Now to give another example is apathy. The opposite of apathy is to feel strongly. Which could be both love and hate, which are both opposites of each other. I could love stale Oreos, I could hate stale Oreos, or I could feel completely apathetic about stale Oreos. All three of these seem to be mutually opposite of the other.

But also think of something too with things like sexism and racism and other political correctness where it's possible to go so over-corrective that it becomes its own offensive antithesis to both PC and non-PC alike. (I can't really think of a way to lighten this one with Oreos...)

I found the term autoantonym which seems to help a little bit with the relationship. I also know that in art and design you would call it a color triad where three colors are as far from each other on the spectrum as possible.
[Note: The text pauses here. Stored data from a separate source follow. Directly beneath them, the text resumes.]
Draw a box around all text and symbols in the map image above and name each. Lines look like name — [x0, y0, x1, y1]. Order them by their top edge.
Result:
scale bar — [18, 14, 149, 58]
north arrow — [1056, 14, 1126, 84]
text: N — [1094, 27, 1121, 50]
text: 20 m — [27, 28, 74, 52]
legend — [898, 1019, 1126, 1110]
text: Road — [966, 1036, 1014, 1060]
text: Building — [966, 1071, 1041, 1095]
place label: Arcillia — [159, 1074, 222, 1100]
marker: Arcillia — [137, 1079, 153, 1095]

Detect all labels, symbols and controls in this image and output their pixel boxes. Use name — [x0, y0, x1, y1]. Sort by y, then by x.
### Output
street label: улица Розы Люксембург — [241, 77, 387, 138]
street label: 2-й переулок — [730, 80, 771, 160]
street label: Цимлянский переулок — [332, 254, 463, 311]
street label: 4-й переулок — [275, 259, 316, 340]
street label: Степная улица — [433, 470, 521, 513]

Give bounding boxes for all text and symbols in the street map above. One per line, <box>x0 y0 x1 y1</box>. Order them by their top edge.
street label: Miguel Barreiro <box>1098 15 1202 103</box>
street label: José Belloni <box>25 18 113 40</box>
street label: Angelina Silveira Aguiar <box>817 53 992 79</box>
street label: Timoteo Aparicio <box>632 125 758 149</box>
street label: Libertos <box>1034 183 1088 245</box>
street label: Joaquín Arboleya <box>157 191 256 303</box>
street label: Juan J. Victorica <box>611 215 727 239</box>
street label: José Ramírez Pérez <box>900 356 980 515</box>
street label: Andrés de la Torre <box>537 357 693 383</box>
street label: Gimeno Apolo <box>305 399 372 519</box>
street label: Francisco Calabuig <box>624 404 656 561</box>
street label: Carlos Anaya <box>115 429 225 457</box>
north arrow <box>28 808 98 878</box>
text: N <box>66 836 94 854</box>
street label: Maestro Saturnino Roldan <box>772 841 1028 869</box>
However this still seems to come up short in trying to solve my existential Oreo issue...

*EDIT Ah! So let me add one last element to the question. In each instance where I think this situation could apply, I think we go from two words, A and B which appear to be binary opposites. It can either be A or not A. But when you add word/concept C which is both not A and not B, you either have a natural transition where it's possible to smoothly take the conversation to a broader or narrower scope (like emotions with love, hate and apathy). OR you could have a more unnatural transition where there isn't a clearly defined word for C (as far as I can tell there really isn't a word for that humid kind of stale. And that sad state of affairs really should have its own word, right?). And at the end of all this, it seems like we're trying to find a Word C even now...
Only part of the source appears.